Without human mechanics and equipment operators, our 141 nuclear reactors would meltdown, spreading radioactive waste on clouds that would spread globally, as well as leech into the soil and ground water, eventually finding their way to lakes, rivers and oceans.  Also in need of these human beings care and service are the vast number of petroleum refineries, which would also suffer catastrophic failure in our absence and spread heavy metal and carcinogenic particle laden smoke along trade winds, reaching ground in other parts of the world in the rainfall.  No, the world without us would NOT be a better, cleaner Edenic place.

It is unmistakeable that mankind has forever irrevocably altered the Earth.  We have introduced gender-bending chemicals, which show no signs of EVER degrading,  into water sources.  The plastics that we produce for our disposable convenience only break down into smaller and smaller particles that are then eaten by birds and fish, many of which later suffer agonizing deaths from constipation as the pieces do not digest.  And in case there was a slight chance nothing of us would last, we’ll throw in the uranium and plutonium, both “depleted” and “weapons grade,” some of which have a half-life longer than the estimated time of the demise of our solar system!
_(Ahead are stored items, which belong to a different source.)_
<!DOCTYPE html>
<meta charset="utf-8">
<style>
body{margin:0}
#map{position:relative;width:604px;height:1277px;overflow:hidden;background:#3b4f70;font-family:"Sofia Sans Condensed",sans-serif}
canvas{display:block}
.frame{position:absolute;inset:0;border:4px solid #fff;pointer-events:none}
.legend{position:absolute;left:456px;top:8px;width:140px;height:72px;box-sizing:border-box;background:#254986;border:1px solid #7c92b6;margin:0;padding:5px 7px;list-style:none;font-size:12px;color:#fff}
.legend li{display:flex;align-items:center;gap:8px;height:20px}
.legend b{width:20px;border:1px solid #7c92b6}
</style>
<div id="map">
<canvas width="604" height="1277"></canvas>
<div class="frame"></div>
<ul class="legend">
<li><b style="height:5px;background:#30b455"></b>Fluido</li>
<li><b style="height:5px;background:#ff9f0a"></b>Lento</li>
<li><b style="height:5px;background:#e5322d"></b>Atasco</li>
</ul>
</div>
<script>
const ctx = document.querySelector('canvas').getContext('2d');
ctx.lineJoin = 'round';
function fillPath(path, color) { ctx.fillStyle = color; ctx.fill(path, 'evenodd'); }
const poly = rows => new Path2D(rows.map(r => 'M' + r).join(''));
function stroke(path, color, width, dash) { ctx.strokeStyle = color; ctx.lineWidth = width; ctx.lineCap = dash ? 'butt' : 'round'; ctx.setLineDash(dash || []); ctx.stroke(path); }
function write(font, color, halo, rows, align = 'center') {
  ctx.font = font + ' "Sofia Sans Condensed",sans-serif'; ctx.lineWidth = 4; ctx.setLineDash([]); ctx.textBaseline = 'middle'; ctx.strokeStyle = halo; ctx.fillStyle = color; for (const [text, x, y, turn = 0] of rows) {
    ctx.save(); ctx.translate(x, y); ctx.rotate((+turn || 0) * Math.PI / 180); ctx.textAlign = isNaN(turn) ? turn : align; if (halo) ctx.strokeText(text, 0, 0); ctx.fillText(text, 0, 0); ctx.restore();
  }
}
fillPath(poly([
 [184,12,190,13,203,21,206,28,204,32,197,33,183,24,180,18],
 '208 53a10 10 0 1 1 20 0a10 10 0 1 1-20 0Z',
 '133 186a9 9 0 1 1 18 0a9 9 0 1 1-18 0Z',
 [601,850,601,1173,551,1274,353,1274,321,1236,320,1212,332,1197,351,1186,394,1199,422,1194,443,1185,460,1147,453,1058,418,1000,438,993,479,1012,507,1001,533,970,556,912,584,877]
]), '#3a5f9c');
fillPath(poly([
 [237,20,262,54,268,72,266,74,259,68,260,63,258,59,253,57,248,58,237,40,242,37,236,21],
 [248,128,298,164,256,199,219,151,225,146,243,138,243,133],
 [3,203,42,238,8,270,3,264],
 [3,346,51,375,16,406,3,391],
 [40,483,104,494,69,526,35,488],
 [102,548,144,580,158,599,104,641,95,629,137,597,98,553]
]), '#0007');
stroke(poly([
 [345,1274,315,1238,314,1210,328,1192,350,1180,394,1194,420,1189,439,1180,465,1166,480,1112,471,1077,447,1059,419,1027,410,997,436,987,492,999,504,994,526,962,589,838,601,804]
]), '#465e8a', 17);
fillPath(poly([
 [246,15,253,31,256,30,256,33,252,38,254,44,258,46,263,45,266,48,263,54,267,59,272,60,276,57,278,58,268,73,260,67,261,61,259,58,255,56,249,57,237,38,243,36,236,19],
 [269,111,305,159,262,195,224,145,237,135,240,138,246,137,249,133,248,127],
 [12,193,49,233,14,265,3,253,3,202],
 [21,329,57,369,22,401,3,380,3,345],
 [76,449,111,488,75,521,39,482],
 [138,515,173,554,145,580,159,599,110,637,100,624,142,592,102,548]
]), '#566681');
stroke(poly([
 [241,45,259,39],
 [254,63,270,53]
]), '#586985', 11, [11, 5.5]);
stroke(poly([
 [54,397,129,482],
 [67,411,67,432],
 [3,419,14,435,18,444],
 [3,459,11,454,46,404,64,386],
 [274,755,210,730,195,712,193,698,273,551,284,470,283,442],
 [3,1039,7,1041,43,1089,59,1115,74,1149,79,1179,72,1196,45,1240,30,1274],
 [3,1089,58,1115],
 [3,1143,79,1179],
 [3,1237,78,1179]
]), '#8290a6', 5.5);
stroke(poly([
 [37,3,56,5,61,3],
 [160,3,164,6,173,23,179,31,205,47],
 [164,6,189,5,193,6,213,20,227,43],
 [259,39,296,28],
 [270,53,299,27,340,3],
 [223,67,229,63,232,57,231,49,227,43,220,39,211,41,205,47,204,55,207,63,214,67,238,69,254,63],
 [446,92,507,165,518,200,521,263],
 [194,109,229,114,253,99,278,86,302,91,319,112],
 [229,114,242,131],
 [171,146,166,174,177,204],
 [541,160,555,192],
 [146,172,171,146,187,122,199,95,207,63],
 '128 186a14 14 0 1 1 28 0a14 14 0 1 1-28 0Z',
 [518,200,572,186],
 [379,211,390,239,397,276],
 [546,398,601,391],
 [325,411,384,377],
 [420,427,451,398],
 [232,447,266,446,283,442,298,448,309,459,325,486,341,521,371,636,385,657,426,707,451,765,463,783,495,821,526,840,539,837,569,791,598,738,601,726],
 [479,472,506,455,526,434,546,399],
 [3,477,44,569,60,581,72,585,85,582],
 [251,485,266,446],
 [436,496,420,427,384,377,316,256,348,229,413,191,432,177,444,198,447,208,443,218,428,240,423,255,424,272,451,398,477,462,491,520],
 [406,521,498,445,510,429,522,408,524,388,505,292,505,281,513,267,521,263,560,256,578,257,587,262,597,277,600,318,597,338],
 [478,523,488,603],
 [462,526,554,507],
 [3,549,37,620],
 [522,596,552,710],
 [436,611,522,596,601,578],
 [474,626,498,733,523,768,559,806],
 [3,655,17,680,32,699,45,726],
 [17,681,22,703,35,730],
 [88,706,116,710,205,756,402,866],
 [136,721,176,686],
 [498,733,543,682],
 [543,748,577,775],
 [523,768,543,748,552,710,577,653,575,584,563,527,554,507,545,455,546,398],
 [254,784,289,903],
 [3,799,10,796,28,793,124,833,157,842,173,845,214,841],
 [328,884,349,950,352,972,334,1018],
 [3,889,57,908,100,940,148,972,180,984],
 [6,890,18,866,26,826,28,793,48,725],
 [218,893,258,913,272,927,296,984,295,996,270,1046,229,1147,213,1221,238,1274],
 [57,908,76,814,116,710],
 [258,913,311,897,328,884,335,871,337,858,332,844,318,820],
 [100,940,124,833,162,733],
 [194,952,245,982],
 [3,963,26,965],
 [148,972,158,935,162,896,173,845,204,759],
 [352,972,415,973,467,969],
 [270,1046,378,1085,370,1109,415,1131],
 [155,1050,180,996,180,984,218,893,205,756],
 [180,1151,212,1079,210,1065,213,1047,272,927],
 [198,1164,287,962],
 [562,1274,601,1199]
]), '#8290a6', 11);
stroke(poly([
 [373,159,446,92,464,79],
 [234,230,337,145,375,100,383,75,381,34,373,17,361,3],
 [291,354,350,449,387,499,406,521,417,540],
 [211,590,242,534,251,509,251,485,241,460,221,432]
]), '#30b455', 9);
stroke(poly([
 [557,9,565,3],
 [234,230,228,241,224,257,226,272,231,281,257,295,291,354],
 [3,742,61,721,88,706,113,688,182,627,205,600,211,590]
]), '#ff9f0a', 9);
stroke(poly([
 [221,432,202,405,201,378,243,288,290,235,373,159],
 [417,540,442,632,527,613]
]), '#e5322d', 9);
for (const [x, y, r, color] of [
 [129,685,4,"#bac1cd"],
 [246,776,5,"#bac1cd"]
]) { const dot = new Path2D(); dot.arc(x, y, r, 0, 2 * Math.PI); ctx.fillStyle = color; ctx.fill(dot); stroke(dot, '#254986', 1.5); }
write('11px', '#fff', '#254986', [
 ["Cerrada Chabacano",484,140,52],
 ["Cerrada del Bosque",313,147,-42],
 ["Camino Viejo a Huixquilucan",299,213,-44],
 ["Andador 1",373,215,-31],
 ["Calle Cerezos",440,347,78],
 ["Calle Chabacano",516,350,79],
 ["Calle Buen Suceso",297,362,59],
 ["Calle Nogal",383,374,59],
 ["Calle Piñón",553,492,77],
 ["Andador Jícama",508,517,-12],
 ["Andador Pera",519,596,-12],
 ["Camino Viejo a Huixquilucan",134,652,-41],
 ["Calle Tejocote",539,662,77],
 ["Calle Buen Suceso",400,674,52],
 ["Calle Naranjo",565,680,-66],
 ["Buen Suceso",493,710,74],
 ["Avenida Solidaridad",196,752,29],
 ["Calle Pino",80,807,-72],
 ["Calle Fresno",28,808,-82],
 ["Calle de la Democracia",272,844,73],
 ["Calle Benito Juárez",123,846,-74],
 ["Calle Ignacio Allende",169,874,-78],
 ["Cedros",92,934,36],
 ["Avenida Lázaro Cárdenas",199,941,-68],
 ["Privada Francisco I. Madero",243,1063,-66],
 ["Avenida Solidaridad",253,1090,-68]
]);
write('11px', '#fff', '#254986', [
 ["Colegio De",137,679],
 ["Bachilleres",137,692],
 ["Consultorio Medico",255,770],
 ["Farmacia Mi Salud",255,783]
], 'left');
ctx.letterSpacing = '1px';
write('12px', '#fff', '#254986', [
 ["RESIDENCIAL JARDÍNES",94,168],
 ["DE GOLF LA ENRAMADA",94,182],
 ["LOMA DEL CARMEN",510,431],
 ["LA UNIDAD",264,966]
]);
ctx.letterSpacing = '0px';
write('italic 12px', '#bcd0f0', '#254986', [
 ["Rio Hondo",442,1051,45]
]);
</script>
The World Without Usby Alan Weisman is a sobering book.  I had to take a step or two back and look at what I, myself, do that contributes to the destruction of our ecosystem.  When Weisman talks about how some of those tiny pieces of plastic ending up in the oceans come from some of the body washes and other beauty care products, I ran to my shower to check the label of my shower gel (I was happy to find no plastic beads, only natural exfolients).   Second, I’ve always looked at “recycling” as some hippy-dippy commune-escaped concept and haven’t ever really done it (I looked at that toter as just an extra trash can).  After reading what the effects of my plastic water bottle and plastic bag usages does to the world, I know I have to change at least MY little contribution.

One poignant thought from this book is:  The Earth is like a super-organism, the soil, atmosphere and oceans its circulatory system regulated by its resident flora and fauna.  As such, this living planet may be suffering a high fever with humans the virus.  A sobering thought.

As a scientifically and intelligible answer to a simple question with an extremely complex answer, I give The World Without Us by Alan Weisman 5 out of 5 stars.  I recommend everyone with a stake in the Earth’s future to read it.